### What you will do
Lines with the string "lineWidth" must each be copied from the listing.

### Exercise material
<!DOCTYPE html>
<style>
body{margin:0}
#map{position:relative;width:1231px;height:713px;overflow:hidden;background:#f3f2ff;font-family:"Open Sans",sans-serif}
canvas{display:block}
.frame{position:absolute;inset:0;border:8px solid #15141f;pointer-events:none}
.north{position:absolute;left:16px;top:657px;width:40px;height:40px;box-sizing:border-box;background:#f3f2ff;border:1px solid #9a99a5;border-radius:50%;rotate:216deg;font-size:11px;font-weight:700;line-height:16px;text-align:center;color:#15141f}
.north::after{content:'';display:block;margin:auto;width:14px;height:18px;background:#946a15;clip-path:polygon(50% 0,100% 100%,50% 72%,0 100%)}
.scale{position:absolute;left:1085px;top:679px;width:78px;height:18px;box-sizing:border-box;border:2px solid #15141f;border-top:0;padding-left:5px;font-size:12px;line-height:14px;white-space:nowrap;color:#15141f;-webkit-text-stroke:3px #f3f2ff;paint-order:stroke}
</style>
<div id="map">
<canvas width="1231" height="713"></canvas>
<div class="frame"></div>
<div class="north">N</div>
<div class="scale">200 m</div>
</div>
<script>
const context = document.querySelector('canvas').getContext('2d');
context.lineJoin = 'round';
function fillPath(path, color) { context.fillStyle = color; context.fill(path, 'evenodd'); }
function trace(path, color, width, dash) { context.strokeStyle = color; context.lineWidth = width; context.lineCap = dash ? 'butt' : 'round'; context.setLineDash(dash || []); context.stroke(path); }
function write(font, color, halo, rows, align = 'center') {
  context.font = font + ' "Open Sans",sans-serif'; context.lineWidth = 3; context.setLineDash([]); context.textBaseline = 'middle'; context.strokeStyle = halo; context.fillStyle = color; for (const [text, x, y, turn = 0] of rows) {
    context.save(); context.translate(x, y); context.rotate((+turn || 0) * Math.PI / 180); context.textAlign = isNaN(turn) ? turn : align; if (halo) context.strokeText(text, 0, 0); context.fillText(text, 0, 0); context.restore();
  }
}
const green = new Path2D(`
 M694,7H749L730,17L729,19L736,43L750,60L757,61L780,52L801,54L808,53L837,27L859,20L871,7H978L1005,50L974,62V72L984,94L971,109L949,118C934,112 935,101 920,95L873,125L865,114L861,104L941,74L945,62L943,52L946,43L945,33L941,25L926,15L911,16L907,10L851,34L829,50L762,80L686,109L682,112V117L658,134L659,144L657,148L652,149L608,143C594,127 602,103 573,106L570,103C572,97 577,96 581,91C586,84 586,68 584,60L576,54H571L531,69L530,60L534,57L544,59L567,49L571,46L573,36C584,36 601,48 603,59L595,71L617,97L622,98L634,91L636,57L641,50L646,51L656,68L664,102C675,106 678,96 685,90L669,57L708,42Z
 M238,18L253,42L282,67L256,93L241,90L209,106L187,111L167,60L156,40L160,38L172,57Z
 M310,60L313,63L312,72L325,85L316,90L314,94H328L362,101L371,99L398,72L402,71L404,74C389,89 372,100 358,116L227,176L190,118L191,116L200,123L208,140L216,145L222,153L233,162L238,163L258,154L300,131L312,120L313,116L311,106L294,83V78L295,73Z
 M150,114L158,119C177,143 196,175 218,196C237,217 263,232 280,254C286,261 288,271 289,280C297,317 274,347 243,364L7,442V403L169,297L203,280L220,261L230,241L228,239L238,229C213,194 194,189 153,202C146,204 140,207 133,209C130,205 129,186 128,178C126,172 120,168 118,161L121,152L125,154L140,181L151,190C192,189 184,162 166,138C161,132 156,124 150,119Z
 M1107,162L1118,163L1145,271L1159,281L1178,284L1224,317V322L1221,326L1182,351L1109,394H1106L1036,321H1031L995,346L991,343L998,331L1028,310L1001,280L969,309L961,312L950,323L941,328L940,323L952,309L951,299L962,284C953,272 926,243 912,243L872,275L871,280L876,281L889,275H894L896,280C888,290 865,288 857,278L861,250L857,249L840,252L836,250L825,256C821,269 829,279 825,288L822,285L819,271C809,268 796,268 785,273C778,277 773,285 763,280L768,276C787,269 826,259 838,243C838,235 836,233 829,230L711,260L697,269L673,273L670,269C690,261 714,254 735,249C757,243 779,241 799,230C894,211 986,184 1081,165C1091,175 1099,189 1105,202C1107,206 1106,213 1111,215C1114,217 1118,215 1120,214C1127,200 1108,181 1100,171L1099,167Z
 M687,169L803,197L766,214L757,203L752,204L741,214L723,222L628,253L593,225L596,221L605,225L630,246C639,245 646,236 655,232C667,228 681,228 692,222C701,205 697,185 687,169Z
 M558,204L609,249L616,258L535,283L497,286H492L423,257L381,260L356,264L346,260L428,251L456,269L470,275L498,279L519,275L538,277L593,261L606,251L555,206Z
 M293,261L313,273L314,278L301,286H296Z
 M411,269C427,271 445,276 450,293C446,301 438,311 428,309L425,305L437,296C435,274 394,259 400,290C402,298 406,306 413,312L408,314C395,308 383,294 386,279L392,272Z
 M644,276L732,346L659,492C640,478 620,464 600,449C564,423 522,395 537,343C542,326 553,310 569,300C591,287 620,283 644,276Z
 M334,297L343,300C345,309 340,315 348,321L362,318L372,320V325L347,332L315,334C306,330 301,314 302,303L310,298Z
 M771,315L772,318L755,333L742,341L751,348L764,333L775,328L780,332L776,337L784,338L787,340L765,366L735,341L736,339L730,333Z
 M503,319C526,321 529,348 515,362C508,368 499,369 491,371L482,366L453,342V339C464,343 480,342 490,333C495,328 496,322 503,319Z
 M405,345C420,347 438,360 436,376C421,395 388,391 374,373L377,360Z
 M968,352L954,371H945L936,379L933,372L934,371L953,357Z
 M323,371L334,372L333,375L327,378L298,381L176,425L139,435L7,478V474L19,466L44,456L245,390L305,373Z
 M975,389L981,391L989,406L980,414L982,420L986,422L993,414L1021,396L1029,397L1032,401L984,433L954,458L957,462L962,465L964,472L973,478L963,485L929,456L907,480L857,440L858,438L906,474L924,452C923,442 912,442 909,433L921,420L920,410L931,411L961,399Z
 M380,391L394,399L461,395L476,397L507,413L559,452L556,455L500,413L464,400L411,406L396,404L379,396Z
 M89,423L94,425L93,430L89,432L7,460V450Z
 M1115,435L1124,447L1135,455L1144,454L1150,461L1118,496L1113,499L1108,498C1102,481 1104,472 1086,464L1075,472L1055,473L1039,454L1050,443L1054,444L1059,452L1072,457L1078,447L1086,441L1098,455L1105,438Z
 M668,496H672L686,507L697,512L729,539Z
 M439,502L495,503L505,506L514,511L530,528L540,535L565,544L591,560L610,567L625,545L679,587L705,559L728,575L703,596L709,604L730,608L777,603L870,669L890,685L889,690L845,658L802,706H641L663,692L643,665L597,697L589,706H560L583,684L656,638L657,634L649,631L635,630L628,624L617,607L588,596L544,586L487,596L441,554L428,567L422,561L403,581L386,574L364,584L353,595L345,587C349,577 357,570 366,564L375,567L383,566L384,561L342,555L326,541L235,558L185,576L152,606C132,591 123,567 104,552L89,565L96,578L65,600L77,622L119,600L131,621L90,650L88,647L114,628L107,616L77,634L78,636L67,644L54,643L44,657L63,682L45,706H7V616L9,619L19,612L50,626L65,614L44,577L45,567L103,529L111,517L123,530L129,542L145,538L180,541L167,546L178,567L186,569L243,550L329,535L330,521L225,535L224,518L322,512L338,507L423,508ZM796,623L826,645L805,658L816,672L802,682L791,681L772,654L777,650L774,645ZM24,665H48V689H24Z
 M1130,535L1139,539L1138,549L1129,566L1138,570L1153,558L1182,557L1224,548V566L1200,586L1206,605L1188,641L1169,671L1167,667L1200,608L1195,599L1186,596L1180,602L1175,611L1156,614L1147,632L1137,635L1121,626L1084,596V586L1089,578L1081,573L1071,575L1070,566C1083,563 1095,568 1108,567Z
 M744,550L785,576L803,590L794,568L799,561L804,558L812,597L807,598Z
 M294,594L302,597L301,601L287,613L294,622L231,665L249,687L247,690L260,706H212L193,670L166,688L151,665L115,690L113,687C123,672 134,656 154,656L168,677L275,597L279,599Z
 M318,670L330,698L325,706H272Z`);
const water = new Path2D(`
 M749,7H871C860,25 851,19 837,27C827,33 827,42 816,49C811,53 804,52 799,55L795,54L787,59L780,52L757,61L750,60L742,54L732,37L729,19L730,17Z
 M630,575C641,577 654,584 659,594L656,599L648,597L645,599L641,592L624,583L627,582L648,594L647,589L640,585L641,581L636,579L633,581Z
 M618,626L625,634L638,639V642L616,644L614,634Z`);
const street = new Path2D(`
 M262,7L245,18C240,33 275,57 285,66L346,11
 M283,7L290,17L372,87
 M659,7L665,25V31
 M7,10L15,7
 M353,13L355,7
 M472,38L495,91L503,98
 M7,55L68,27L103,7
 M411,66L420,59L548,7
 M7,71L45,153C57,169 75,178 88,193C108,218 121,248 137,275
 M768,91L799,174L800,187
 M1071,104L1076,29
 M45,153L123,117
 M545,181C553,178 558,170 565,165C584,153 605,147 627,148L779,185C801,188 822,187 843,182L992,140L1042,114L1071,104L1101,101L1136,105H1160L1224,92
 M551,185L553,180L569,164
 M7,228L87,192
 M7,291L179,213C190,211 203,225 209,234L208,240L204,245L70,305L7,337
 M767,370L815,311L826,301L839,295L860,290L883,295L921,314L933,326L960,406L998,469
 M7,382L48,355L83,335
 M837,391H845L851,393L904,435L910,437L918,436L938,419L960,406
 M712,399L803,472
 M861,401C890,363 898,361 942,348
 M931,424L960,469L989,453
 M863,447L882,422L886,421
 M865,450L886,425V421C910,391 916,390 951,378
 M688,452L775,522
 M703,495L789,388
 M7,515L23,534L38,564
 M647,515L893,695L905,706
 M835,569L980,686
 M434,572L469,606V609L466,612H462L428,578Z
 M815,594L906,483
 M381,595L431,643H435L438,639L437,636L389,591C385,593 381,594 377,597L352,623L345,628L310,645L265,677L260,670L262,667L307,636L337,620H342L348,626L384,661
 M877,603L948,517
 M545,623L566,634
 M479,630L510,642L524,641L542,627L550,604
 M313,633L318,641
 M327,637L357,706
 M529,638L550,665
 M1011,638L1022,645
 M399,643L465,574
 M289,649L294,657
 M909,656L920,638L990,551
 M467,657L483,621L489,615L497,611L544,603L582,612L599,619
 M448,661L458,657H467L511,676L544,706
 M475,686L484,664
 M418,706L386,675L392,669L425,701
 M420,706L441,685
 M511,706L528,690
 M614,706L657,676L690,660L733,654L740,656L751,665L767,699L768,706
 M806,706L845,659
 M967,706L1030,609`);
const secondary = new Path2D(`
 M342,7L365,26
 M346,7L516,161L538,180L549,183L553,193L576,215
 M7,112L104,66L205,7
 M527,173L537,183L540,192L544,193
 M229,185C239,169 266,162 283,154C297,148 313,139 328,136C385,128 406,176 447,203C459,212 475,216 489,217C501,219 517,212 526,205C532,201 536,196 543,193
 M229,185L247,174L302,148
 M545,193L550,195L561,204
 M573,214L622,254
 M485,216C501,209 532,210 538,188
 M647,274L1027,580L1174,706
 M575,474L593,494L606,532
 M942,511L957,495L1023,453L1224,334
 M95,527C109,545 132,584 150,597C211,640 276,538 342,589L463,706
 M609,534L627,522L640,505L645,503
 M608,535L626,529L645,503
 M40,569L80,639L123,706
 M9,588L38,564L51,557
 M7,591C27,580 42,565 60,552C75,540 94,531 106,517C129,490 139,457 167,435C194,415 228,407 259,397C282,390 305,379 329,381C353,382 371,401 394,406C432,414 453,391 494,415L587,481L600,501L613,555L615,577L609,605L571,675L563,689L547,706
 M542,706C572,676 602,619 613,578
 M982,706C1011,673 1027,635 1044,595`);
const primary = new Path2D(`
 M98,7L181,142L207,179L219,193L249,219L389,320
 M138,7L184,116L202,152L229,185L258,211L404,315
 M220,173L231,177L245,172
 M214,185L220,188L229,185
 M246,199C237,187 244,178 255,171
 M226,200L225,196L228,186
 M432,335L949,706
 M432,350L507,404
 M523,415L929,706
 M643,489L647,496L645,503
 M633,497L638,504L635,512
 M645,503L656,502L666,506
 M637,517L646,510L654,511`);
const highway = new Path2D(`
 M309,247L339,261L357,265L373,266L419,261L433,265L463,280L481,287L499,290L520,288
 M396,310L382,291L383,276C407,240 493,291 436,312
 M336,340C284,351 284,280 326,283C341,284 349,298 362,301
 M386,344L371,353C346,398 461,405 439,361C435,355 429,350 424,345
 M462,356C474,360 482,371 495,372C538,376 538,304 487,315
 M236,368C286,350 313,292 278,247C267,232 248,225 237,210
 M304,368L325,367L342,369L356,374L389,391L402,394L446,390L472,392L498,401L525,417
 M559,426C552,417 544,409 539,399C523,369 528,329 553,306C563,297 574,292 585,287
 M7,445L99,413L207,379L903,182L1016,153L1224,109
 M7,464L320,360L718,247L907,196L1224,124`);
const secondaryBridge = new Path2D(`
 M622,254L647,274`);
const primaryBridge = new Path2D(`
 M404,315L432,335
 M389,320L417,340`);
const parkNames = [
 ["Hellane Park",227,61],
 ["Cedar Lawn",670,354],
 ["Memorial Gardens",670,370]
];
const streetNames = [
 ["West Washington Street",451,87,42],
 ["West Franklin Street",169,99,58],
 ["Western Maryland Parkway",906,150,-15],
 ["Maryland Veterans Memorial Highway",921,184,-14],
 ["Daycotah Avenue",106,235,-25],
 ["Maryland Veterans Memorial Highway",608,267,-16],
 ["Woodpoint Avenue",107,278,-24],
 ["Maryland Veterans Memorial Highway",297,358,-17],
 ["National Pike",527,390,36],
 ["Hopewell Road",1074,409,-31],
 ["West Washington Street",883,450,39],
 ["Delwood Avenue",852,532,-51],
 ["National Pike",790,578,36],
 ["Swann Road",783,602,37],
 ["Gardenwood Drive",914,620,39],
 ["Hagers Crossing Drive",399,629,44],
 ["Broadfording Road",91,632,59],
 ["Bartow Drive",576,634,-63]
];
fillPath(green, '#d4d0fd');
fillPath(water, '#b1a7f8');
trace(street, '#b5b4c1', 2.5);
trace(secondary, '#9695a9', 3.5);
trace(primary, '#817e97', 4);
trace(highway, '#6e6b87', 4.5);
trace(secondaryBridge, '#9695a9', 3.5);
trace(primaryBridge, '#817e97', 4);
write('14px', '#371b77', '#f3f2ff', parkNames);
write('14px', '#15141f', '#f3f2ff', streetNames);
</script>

### Result
function trace(path, color, width, dash) { context.strokeStyle = color; context.lineWidth = width; context.lineCap = dash ? 'butt' : 'round'; context.setLineDash(dash || []); context.stroke(path); }
  context.font = font + ' "Open Sans",sans-serif'; context.lineWidth = 3; context.setLineDash([]); context.textBaseline = 'middle'; context.strokeStyle = halo; context.fillStyle = color; for (const [text, x, y, turn = 0] of rows) {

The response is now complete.